3.) Understand the Limits of Science
David Bentley Hart, theologian and science philosopher, points out,
Physics explains everything, which we know because anything physics cannot explain does not exist, which we know because whatever exists must be explicable by physics, which we know because physics explains everything. There is something here of the mystical.
Many physicists and those who worship at the alter of physics who are dismissive of philosophy are of the mystical persuasion.
Indeed, we know that science must have limits because the basic assumption of science is that it exists. Science cannot prove its own existence. This is a philosophical belief that extends to the belief in rationality, i.e., that logic exists. We cannot prove logically that logic exists. We have to assume it does. Hart argues that it comes from a universal consciousness we call God that gives being to all things. You may think it comes from somewhere else or like some materialist philosophers you may believe that it is a figment of evolution.
On the one side are the mystics and on the other are the “realists” like Hawking. Stephen Hawking often talked about how he was a logical positivist, one who only believes in what can be measured and makes no assumptions about the truth of anything. That was his truth, but such a position invalidates all rational thought including itself. Thus, it is self-defeating. Nevertheless, his position points out just how difficult it is to understand what science really tells us about the world. The answer may be somewhere in between the two positions.
There are limits to science. As Karl Popper showed, science cannot prove affirmative statements. We cannot prove that Einstein’s theory of General Relativity is true. We can only show that it is false and not even that much. True and false, when it comes to science, indeed, are erroneous statements. Newton’s theory is not “false” because it is superseded by Einstein’s. Nor is Einstein’s theory “true” because we haven’t found anything better.

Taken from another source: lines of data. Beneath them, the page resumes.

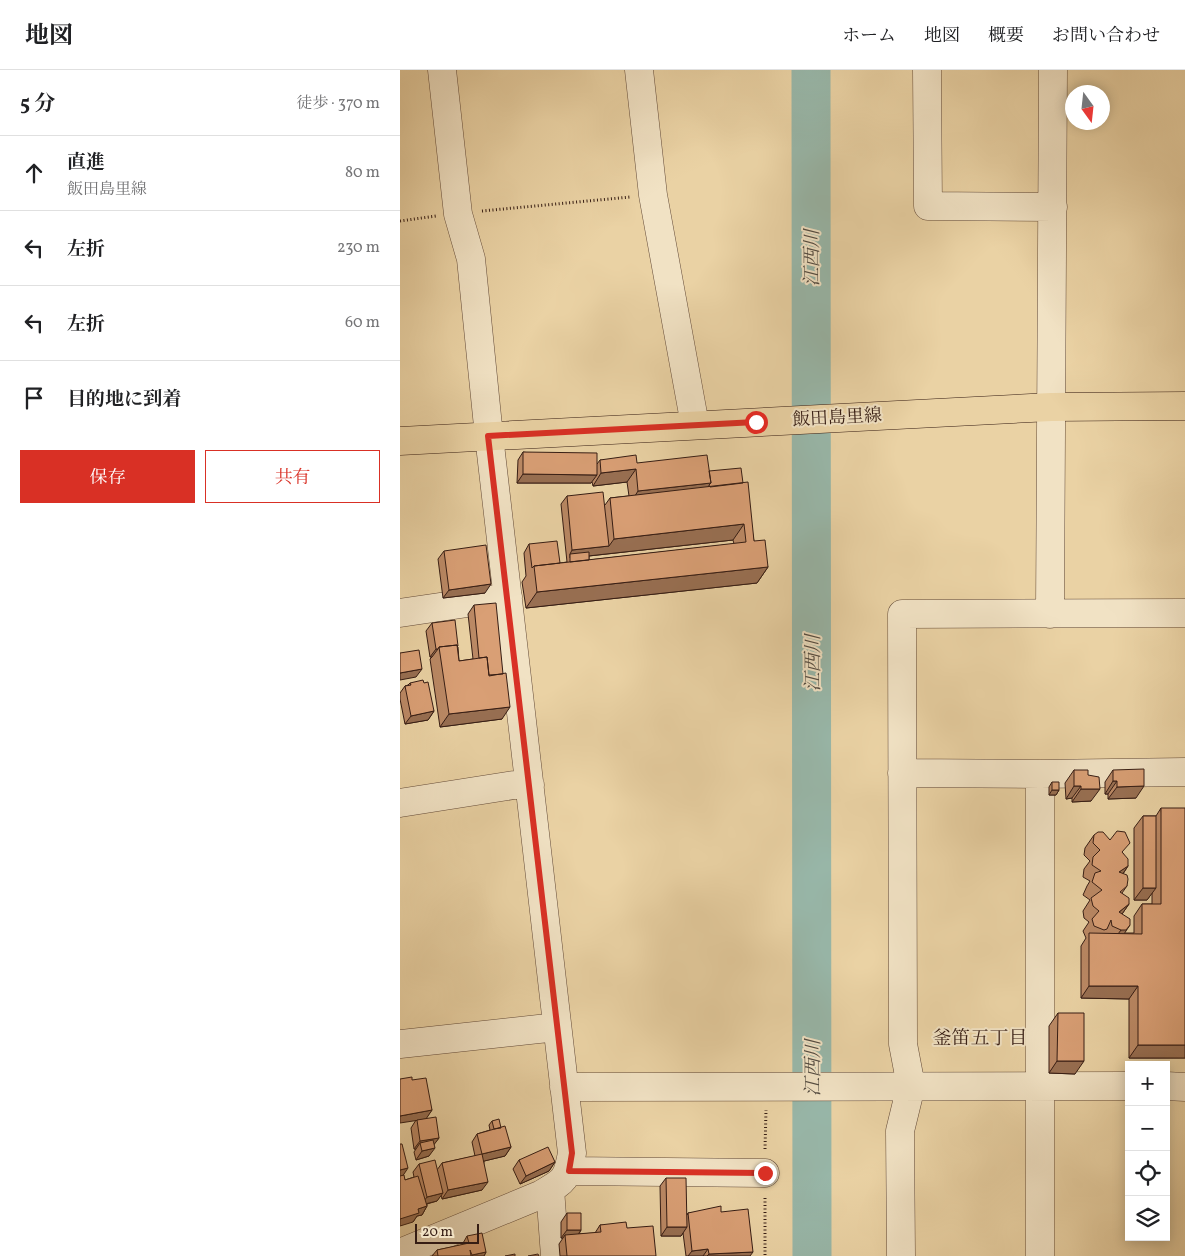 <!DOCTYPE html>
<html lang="ja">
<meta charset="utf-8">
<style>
body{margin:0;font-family:Vollkorn,"Noto Serif JP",serif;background:#f2f2f2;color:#202124}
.controls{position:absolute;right:15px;bottom:15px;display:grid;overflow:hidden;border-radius:0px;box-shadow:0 2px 12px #0003}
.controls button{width:45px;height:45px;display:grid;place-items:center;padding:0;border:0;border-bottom:1px solid #e0e0e0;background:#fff;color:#202124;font:25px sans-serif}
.compass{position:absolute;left:665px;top:15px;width:45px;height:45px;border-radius:50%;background:#fff;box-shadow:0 2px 12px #0003;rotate:165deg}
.scale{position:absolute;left:15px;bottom:12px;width:64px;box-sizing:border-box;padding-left:5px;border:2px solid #361d14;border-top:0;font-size:14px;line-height:18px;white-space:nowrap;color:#361d14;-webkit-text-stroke:4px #f1e2c4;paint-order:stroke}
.stop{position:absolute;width:15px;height:15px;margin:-11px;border:4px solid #d93025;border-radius:50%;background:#fff}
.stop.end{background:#d93025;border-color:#fff;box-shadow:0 1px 5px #0008}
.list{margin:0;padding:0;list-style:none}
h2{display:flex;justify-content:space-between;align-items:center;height:65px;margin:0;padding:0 20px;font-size:21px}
h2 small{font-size:16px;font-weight:400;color:#757577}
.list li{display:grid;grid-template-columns:32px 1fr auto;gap:15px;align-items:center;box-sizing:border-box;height:75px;padding:0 20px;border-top:1px solid #e0e0e0}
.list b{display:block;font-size:19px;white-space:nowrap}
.list p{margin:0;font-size:16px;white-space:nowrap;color:#757577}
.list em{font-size:16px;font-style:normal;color:#757577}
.actions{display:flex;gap:10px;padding:15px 20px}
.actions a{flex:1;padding:11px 0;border:1px solid #d93025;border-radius:0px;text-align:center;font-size:18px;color:#d93025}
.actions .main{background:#d93025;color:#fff}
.icon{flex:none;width:28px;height:28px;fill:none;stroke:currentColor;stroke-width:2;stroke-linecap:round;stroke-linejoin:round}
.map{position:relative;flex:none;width:785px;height:1186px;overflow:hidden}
header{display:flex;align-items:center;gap:30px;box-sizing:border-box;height:70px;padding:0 25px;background:#fff;border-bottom:1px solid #e0e0e0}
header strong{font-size:24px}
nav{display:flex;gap:28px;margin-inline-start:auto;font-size:18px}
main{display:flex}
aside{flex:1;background:#fff}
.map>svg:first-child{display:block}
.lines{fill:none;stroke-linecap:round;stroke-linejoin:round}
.river{stroke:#98b7a9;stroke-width:39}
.minor-casing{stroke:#634a38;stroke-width:29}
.major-casing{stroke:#361d14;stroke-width:29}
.path{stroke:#361d14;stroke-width:3;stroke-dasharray:1 2.5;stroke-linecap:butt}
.minor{stroke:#f1e2c4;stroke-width:28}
.major{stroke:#ead2a4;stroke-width:28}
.wall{fill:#bb8965;stroke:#361d14;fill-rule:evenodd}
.shaded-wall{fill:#986f52;stroke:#361d14}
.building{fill:#d99f75;stroke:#361d14}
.route{stroke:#d93025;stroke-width:6}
.labels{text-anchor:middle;stroke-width:4;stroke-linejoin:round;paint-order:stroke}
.street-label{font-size:18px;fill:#361d14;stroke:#f1e2c4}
.water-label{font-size:19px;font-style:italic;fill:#534b41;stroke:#f1e2c4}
.neighbourhood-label{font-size:19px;fill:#361d14;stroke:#f1e2c4}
</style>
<header>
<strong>地図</strong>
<nav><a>ホーム</a><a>地図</a><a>概要</a><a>お問い合わせ</a></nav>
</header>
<main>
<aside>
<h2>5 分<small>徒歩 · 370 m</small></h2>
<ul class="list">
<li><svg class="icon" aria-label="ahead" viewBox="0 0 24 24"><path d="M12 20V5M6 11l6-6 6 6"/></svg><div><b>直進</b><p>飯田島里線</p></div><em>80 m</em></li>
<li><svg class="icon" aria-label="left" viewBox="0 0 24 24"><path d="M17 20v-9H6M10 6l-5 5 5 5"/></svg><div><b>左折</b></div><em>230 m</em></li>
<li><svg class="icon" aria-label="left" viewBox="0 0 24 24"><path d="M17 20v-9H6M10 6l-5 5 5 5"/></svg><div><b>左折</b></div><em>60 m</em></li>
<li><svg class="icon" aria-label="arrive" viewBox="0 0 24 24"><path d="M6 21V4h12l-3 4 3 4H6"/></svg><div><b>目的地に到着</b></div></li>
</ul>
<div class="actions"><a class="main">保存</a><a>共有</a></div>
</aside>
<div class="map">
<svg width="785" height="1186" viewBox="0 0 785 1186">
<rect width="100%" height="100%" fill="#ead2a4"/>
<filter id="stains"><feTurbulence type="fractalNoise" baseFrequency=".004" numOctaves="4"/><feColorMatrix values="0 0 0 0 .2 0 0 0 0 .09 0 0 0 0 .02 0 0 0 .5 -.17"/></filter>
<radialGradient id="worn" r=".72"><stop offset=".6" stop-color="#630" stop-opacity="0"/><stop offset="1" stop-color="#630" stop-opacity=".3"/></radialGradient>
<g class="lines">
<path class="river" d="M411,0L412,1186"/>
<g class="minor-casing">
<path id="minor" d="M239,0L253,125L295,355
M527,0L528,136L653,137
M0,543L108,527
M650,544L653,0
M502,703L640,704V1186
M640,704L785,702
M0,733L114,715H130
M0,974L157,957
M766,1016L785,1017
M164,1017L729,1016
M169,1101L365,1103
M150,1119L155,1186
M0,1183L140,1125C164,1111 167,1111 172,1083L89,366L71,189L58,144L42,0
M501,1186L500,1061L511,1016L503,974L502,544L785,543"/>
</g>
<g class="major-casing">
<path id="major" d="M0,371L651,337L785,336"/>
</g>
<path class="path" d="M82,141L230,127
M0,151L36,146
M365,1079L366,1040
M365,1128V1186"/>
<use href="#minor" class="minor"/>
<use href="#major" class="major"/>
</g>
<path class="wall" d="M123,382L197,394L200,390L309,401L343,413L354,471L368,497L357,513L126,538L122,512L126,506L124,483L129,474L160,493L167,492L161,434L167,426L205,435L210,428L229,426L227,412L193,416L192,412L191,413H117L118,390ZM333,470L334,474L189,490V486Z
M44,481L85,523L43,528L38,489Z
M74,535L102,649L40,657L30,589L32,587H30L26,561L32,553L58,577L59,591L73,589L68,544Z
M10,613L34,641L28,650L5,654L0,629V623L5,616L8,615Z
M674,700L688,705L691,731L672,732V728L666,729L665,713Z
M713,700L736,728L708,729V724H705V712Z
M652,712L659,720L656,725H649V717Z
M761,738L785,988H729V929L681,928V876L686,868L683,861L689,852L684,848L683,841L690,830L683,825L687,816L690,811L683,807L684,799L690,791L684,785L685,778L694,765L710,770L723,783L728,796L723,804L727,816L722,823L729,834L722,844L724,863H734V846L742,834H752V823L747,830H734V758L743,746H756Z
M658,943L675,1004L649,1003V956Z
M12,1010L32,1040L26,1048L39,1068L34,1074L29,1086L16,1090L14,1082L16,1079H14L11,1058L16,1050Z
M92,1051L101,1058L111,1077L105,1086L84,1091L82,1120L42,1129L41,1125L37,1131L27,1134V1136L22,1145L17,1146L13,1152L3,1105L5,1110L14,1107L13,1102L19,1094L37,1100L42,1093L75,1086L72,1072L77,1064L90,1060L89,1055Z
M119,1090L155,1092L149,1101L120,1114L113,1099Z
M266,1108L287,1145L288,1143L321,1142L350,1186H286L283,1163L281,1166H261L260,1116Z
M167,1143L181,1160L179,1164L195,1163L200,1155L227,1158L256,1186H160L159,1174L163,1168H161V1152Z
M67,1166L86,1182L84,1186H32L37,1180L62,1175Z"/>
<path class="shaded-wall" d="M236,399L227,412L193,416L201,403Z
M123,404L197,405L191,413H117Z
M311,413L302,425L230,434L238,421Z
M344,454L333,470L170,488V484L172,480L209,476L214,469Z
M368,497L357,513L126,538L137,522Z
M91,514L85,523L43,528L49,520Z
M36,579H38L32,587H30Z
M22,599L16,607L0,610V603Z
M110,637L102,649L40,657L49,644Z
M34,641L28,650L5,654L11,646Z
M713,711H717L708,724H705Z
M674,716H681L672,728L666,729Z
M744,716L736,728L708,729L717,717Z
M681,719H700L691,731L672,732Z
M652,720H659L656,725H649Z
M728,796L720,808L719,802Z
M743,818H756L747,830H734Z
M729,834L720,847L719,842Z
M730,855L722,867L712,872L721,860Z
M689,916H738L729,929L681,928Z
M738,975H785V988H729Z
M657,991H684L675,1004L649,1003Z
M32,1040L26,1049L0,1053V1046Z
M39,1068L33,1076L20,1073L16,1079H14L20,1071Z
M111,1077L105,1086L76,1093L82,1084Z
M35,1078L29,1086L16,1090L22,1081Z
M155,1092L149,1101L120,1114L126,1106Z
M8,1098L2,1107H0V1100Z
M88,1112L82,1120L42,1129L48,1120Z
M43,1123L37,1131L21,1135L27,1127Z
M27,1136L22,1145L17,1146L13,1152L0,1156V1149L18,1139Z
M267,1157H287L281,1166H261Z
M167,1160H181L175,1169L165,1165L163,1168H161Z
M308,1179L303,1186H288L292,1181Z
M86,1182L84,1186H72V1185Z
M353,1182L350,1186H307L309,1184Z"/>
<path class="building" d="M123,382L197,383V405L123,404Z
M236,385L237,393L307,385L311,413L238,421L236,399L201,403L200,390Z
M341,398L343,413L310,417L309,415L311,413L309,401Z
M348,412L354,471L365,470L368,497L137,522L134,496L346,472L344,454L214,469L210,428Z
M203,422L209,476L172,480L167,426Z
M157,471L160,493L134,496L132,498L129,474Z
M86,475L91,514L49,520L44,481Z
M189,482V490L170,492V484Z
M96,533L103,604L89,605L87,587L79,588L74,535Z
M55,550L58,576H57V575L39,577L38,579H36L32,553Z
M57,575L59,591L87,587L89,606L106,603L110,637L49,644L39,577Z
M19,580L22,599L0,603V583Z
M23,610L24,613L28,612L34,641L11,646L5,616L11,615L10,613Z
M744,699V716L717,717V711H713V700Z
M674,700H688V705L699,707L700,719H681V716H674Z
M652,712H659V720H652Z
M761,738H785V975H738V916H689V863L742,864V834H761Z
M743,746H756V818H743Z
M717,761L725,762L730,773L722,782L728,789V796L719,802L727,805L728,809L727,816L720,822L729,828V834L719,842L730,849V855L726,860H721L712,856L711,850L707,859L704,860L694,856L692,849L699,841L693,836L691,828L702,820L692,812L695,803L701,801L692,795L693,787L700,780L693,773L694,765L698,762H703L710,770Z
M658,943H684V991H657Z
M12,1007V1010L26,1008L32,1040L0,1046V1009Z
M36,1047L39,1068L20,1071L17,1050Z
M99,1049L101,1058L94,1059L92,1051Z
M105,1056L111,1077L82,1084L77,1064Z
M33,1070L35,1078L22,1081L20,1073Z
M0,1074H2L8,1098L0,1100Z
M148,1077L155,1092L126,1106L119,1090Z
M82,1084L88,1112L48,1120L42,1093Z
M35,1090L43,1123L27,1127L19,1094Z
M4,1105L5,1110L18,1106L27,1136L18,1139L19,1143L0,1149V1106Z
M266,1108H286L287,1157H267Z
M321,1136V1142L348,1139L353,1182L309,1184L308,1179L292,1181L288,1143Z
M167,1143H181V1160H167Z
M226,1152L227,1158L253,1156L256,1186H167L165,1165L201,1162L200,1155Z
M82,1163L86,1182L72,1185L70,1180L71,1186H38L37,1180L69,1173L67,1166Z
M115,1184V1186H105Z
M138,1184L139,1186H128Z"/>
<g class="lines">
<path class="route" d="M356,352L88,366L172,1083L169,1101L365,1103"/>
</g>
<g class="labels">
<g class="street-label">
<text transform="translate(437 347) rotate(-3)" y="6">飯田島里線</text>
</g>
<g class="water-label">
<text transform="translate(411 188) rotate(-90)" y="7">江西川</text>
<text transform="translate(412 593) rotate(-90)" y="7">江西川</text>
<text transform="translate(412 998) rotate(-90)" y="7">江西川</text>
</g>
<g class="neighbourhood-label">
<text x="580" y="974">釜笛五丁目</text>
</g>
</g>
<rect width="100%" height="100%" filter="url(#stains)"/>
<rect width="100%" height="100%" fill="url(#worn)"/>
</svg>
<div class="controls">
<button>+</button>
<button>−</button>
<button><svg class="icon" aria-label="locate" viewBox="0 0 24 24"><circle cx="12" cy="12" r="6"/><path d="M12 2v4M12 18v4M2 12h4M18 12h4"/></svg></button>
<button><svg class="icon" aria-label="layers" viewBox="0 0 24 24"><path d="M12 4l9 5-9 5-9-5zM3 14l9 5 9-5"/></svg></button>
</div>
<svg class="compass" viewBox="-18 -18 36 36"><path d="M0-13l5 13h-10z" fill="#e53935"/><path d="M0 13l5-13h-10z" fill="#757577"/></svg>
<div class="scale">20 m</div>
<div class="stop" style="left:356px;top:352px"></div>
<div class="stop end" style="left:365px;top:1103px"></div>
</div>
</main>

Rather, scientific theories can be better categorized as being “worse” or “better”. No other principle shows this more than Ockham’s razor, attributed to English philosopher Willem of Ockham in the 13th century. Ockham’s razor simply states that we shouldn’t add things to theories that do not serve any purpose and that the simplest explanation is the best. Ockham’s razor, however, does not tell us that a theory is “true”. How would we know that Ockham’s own principle is true? We can’t demonstrate that scientifically. Rather, Ockham’s razor shows us which theory is “best”. Right now, Einstein’s theory is our “best” theory of gravity and space and time. Newton’s theory is “worse” except in those circumstances, like most rocket science, where it is perfectly sufficient. Then Newton’s theory is “best” because it is simpler. Thus, Ockham’s razor not only does not distinguish true and false, it is also contextual. And science is likewise a contextual enterprise.

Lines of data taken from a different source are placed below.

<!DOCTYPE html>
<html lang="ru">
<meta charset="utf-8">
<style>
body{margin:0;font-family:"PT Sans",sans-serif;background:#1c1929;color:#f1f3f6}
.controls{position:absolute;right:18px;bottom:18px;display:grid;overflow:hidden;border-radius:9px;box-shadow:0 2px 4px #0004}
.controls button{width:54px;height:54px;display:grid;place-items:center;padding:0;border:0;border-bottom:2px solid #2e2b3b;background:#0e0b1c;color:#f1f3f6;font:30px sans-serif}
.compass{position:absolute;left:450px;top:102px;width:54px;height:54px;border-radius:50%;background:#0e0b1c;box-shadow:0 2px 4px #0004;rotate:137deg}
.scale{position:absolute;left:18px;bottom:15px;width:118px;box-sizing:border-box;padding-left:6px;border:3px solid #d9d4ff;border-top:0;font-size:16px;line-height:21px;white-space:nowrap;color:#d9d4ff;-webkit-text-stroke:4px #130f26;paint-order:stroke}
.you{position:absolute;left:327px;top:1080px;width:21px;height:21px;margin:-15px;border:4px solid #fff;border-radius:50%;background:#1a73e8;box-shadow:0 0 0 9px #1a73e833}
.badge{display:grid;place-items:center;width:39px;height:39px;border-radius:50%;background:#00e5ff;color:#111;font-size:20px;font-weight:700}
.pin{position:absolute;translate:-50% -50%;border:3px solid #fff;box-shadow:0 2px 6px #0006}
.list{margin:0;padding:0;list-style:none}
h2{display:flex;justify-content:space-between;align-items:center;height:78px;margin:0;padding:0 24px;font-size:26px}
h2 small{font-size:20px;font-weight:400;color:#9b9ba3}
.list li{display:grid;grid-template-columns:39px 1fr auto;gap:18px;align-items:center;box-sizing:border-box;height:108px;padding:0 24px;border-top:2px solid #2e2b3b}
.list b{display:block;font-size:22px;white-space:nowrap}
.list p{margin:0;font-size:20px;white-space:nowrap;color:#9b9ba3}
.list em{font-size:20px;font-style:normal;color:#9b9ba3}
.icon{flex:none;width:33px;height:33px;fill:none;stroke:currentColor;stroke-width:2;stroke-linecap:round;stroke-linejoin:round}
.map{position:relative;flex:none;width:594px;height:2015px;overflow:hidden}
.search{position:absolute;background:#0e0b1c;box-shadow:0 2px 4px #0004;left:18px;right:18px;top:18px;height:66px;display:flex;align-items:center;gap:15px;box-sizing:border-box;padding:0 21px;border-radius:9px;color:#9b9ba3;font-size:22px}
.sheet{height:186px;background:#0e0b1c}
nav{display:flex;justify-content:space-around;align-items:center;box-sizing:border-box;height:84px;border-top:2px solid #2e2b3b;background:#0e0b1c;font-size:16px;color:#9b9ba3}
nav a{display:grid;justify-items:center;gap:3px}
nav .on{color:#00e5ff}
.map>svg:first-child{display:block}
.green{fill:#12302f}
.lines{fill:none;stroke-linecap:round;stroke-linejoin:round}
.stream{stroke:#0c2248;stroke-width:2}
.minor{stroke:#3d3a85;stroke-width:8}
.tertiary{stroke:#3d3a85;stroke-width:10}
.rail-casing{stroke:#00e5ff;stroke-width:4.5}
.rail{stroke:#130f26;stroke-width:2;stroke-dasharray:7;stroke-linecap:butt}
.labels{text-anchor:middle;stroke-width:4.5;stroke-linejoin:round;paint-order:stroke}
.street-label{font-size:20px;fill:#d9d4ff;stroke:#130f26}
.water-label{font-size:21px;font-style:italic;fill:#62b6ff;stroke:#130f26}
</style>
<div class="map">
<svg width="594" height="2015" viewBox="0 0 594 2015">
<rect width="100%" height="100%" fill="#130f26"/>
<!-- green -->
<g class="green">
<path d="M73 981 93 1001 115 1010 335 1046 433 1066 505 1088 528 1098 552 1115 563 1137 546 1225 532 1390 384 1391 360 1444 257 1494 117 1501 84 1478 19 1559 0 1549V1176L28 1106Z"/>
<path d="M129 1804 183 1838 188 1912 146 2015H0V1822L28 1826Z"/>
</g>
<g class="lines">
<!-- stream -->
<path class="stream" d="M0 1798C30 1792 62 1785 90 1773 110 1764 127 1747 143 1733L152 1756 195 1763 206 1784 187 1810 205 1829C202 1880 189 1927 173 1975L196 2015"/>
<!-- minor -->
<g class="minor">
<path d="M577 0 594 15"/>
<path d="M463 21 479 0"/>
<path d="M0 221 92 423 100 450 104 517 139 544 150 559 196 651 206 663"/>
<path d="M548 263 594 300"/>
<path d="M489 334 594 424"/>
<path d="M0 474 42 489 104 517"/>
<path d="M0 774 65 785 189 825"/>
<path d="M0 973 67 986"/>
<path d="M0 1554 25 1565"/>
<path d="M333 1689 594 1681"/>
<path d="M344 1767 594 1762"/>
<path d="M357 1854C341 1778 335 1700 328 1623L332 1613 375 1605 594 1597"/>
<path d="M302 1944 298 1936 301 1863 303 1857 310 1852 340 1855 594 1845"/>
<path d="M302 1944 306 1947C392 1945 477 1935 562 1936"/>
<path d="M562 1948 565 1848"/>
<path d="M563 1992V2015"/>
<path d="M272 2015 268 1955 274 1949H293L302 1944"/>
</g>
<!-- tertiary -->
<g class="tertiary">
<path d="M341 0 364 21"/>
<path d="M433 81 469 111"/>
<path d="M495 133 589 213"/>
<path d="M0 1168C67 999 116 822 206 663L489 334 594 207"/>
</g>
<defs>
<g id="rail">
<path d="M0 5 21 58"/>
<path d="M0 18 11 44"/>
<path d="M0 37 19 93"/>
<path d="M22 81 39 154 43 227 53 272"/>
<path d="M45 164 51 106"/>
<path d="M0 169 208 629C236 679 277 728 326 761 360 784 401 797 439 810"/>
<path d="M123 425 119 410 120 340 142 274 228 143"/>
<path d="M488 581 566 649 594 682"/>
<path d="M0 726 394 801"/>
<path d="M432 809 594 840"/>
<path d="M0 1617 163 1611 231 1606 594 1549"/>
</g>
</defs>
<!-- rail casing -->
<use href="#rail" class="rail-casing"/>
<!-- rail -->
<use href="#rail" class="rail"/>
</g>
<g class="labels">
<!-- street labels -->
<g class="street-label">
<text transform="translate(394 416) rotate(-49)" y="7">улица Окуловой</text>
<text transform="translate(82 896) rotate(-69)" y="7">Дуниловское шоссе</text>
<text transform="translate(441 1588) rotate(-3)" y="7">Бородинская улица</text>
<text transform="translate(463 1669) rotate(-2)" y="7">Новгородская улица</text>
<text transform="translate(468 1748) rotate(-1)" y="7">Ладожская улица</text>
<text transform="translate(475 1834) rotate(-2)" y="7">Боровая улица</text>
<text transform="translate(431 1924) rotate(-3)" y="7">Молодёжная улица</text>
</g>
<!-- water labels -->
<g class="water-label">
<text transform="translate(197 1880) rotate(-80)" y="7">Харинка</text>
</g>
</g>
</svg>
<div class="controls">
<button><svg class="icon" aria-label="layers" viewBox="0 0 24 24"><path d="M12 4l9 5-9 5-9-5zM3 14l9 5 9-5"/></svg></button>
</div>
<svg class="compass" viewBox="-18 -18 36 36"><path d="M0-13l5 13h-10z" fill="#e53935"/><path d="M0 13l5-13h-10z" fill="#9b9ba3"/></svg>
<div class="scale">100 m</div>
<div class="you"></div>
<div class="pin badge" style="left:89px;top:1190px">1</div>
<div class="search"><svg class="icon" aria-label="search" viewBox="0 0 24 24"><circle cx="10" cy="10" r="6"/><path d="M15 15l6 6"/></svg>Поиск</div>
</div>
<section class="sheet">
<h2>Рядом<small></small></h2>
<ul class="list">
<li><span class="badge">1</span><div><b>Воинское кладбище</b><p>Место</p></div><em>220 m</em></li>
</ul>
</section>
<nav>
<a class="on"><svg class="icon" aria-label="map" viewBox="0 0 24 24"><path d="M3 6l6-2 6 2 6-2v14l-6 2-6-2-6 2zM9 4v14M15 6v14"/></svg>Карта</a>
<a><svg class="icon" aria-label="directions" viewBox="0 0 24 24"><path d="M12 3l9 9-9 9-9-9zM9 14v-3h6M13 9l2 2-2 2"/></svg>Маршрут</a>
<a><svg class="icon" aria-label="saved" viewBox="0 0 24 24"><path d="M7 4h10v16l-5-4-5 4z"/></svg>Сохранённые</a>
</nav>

Thus, science is limited to proposing and demonstrating the “best” theories about life, the universe, and everything. It cannot serve as the ultimate truth. If you choose to shroud truth in mystery, that is your prerogative but you cannot cut it off. It exists outside of scientific inquiry.
Conclusion
These are only some of the reasons why scientists and philosophers need philosophy. Other reasons I haven’t gone into are ethics and the need for science to clarify its positions in the face of power. Also, a lot more can be said about what constitutes a scientific fact, a far more nebulous concept than it appears. The biggest take away here is that scientists ignore philosophy at their peril. Making statements that philosophy is “useless” or “dead” aren’t intelligent and prescient statements from geniuses but ignorant statements from human beings who are venturing outside their areas of expertise.
Einstein, A. “Letter to RA Thornton, 7 December 1944.” Einstein Archive, EA (1944): 61–574.
Rand, Ayn. Philosophy: Who needs it. Vol. 1. Penguin, 1984.
Laplane, Lucie, et al. “Opinion: Why science needs philosophy.” Proceedings of the National Academy of Sciences 116.10 (2019): 3948–3952.
Hart, David Bentley. The Experience of God: Being, Consciousness, Bliss. United Kingdom, Yale University Press, 2013.